Good luck, CS! I really hope this turns out well for you. It's a big step but you've obviously got all your thoughts lined-up and are going in strapped. 

Cheers!

- Savage


----------



## Cobra Strike (Jun 7, 2012)

Well no trt for me yet. The visit was a good one though! I thought I was going to have to explain alot of shit but this guy is pretty smart already and really didnt give a shit about my story lol. I told him how me and the wife are trying to have a baby and that is what was the deciding factor. He said we will not do patches/gels/creams due to not wanting to get it on the wife. He said that leaves us with two options, a pill or trt. He said he will give me either one but since Im trying to make a baby then I should wait on the trt. I asked what pill he is talking about and he said clomid hahah I said ya thats not gonna work and he thinks it will get my test levels back up to 700 (remember he thinks I never ran a proper pct from the pills from max muscle and that my test levels use to be above 800).  So he wrote a script for clomid for me and im gonna start taking it next month to help boost my fsh which will increase spermatogenisis and possibly increase my chances of gettin the wife prego. I have to go back in 7 weeks to get bloods done again and I know they will still be fucked but hey, I know I have a doc that at anytime I want will script me for test...that to me was worth the copay itself! So before I ever run another cycle I am going to get my trt stuff straightened out then start blasting and cruising.....So looking forward to that!


----------



## DF (Jun 7, 2012)

Grats Cobra! Sounds like a good deal & covered by your insurance.  Very nice


----------



## Cobra Strike (Jun 7, 2012)

well the clomid isnt covered under insurance but im sure its very cheap...thanks brotha!


----------



## Hurt (Jun 7, 2012)

So what made you change your mind?  You had said you didn't really think TRT would matter regarding getting her pregnant.  Was it something the doc said?


----------



## Cobra Strike (Jun 7, 2012)

Well I suppose when he showed his concern for my sperm count it made me realize that I need to stop being so selfish and give my wife a child. She has done nothing but give for me and allow me to do alot of things so I figure I owe her the best chance I can give. For now I have to focus on making a baby lol


----------



## Hurt (Jun 8, 2012)

Cobra Strike said:


> Well I suppose when he showed his concern for my sperm count it made me realize that I need to stop being so selfish and give my wife a child. She has done nothing but give for me and allow me to do alot of things so I figure I owe her the best chance I can give. For now I have to focus on making a baby lol



Not a bad thing to have to focus on doing


----------



## Cyborg (Jun 15, 2012)

Cobra Strike said:


> Well I suppose when he showed his concern for my sperm count it made me realize that I need to stop being so selfish and give my wife a child. She has done nothing but give for me and allow me to do alot of things so I figure I owe her the best chance I can give.

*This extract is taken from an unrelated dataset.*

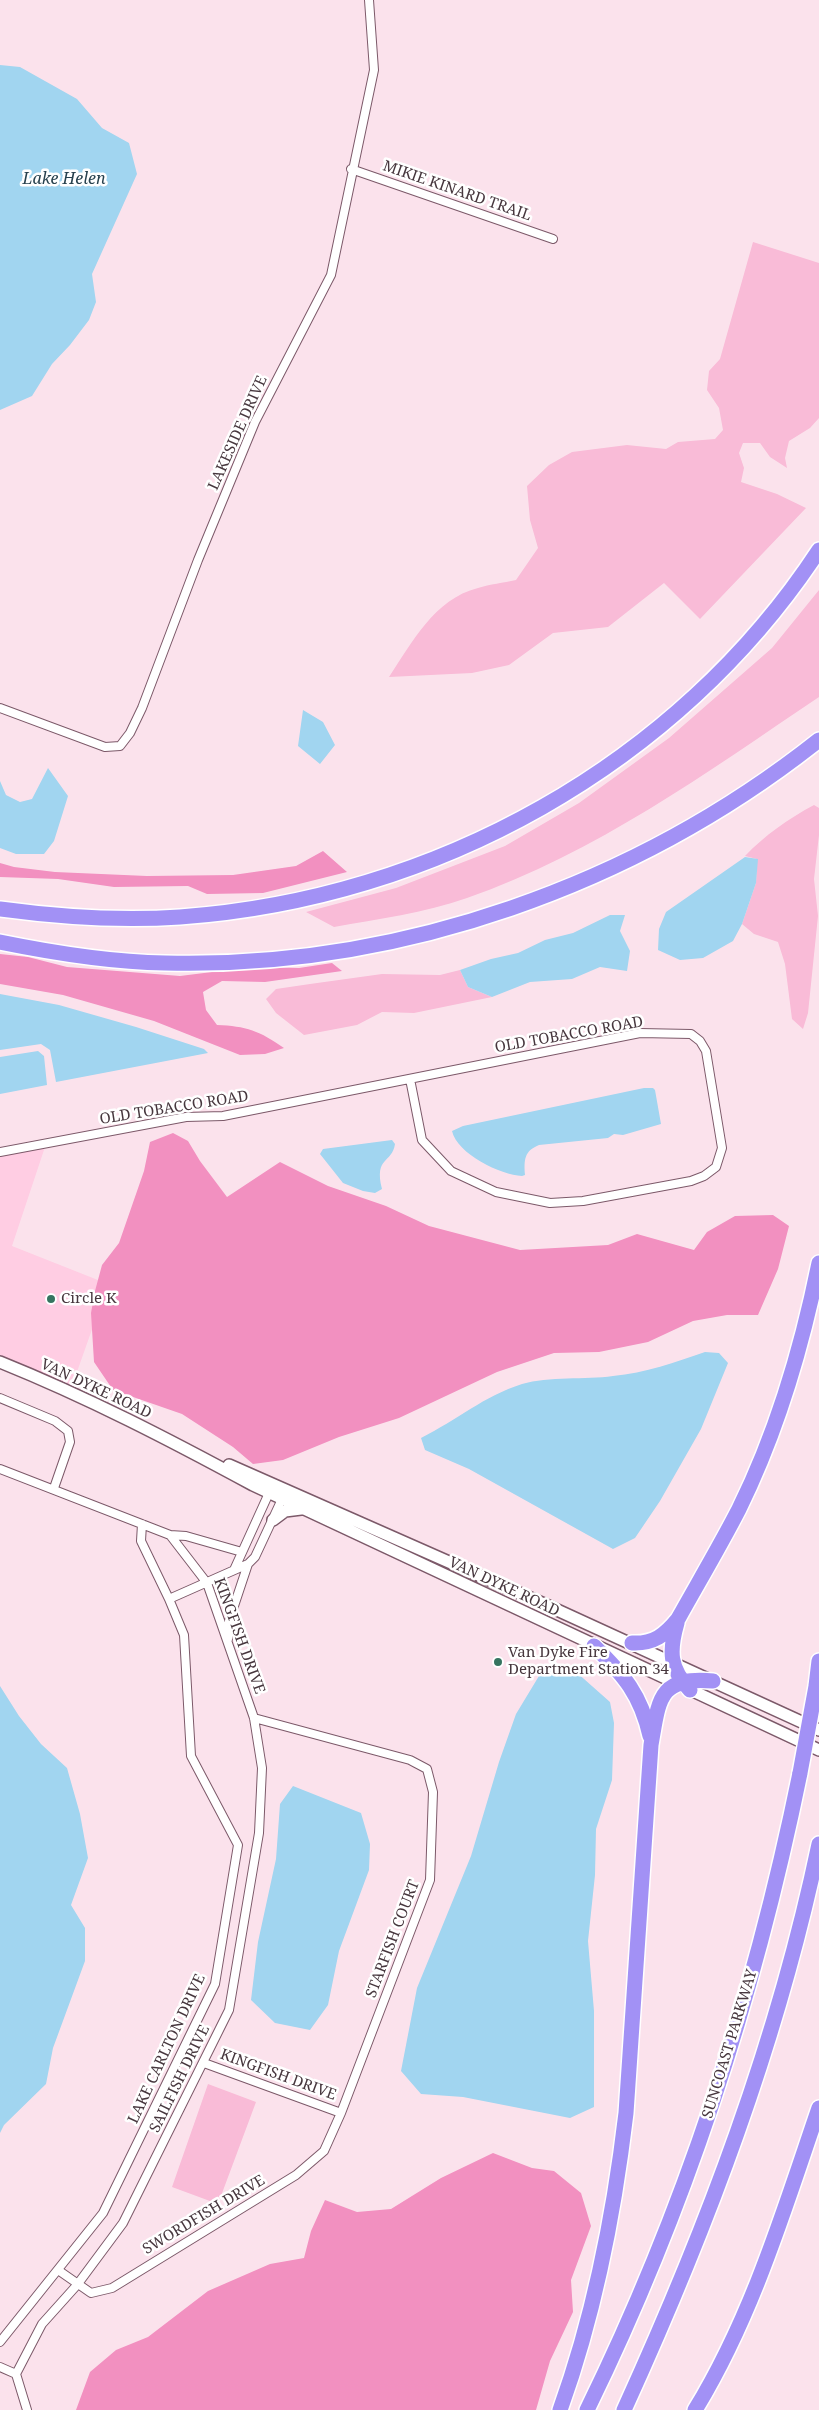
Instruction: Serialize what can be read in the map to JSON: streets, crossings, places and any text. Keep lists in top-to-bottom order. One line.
{"streets":{"highway":["SUNCOAST PARKWAY"],"main road":["VAN DYKE ROAD"],"street":["MIKIE KINARD TRAIL","LAKESIDE DRIVE","OLD TOBACCO ROAD","KINGFISH DRIVE","STARFISH COURT","LAKE CARLTON DRIVE","SAILFISH DRIVE","SWORDFISH DRIVE"]},"crossings":[["MIKIE KINARD TRAIL","LAKESIDE DRIVE"],["KINGFISH DRIVE","STARFISH COURT"],["KINGFISH DRIVE","SAILFISH DRIVE"],["KINGFISH DRIVE","SWORDFISH DRIVE"],["STARFISH COURT","SAILFISH DRIVE"],["STARFISH COURT","SWORDFISH DRIVE"],["LAKE CARLTON DRIVE","SWORDFISH DRIVE"],["SAILFISH DRIVE","SWORDFISH DRIVE"]],"water":["Lake Helen"],"places":["Circle K","Van Dyke Fire Department Station 34"]}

For now I have to focus on making a baby lol


Good decision imo bro. You will love being a dad. Nothing in the world like it. It sounds like your doc actually gives a crap about your health. What is his stance on HCG and an AI? If he says that they aren't needed then run for the hills. I trusted my original gp and he shrunk my nuts to half size. Thats when I started researching trt on my own. Well, you are on the right path anyways, and you have a plan. Best of luck on the baby making!


----------



## NbleSavage (Jun 15, 2012)

Cobra Strike said:


> Well I suppose when he showed his concern for my sperm count it made me realize that I need to stop being so selfish and give my wife a child. She has done nothing but give for me and allow me to do alot of things so I figure I owe her the best chance I can give. For now I have to focus on making a baby lol



Very well thought-out and mature perspective, Mate. Plant that seed. You seem a relatively young lad (I'm a gray beard by way of comparison  ) and there's always time for the BB game once you've got the family established. 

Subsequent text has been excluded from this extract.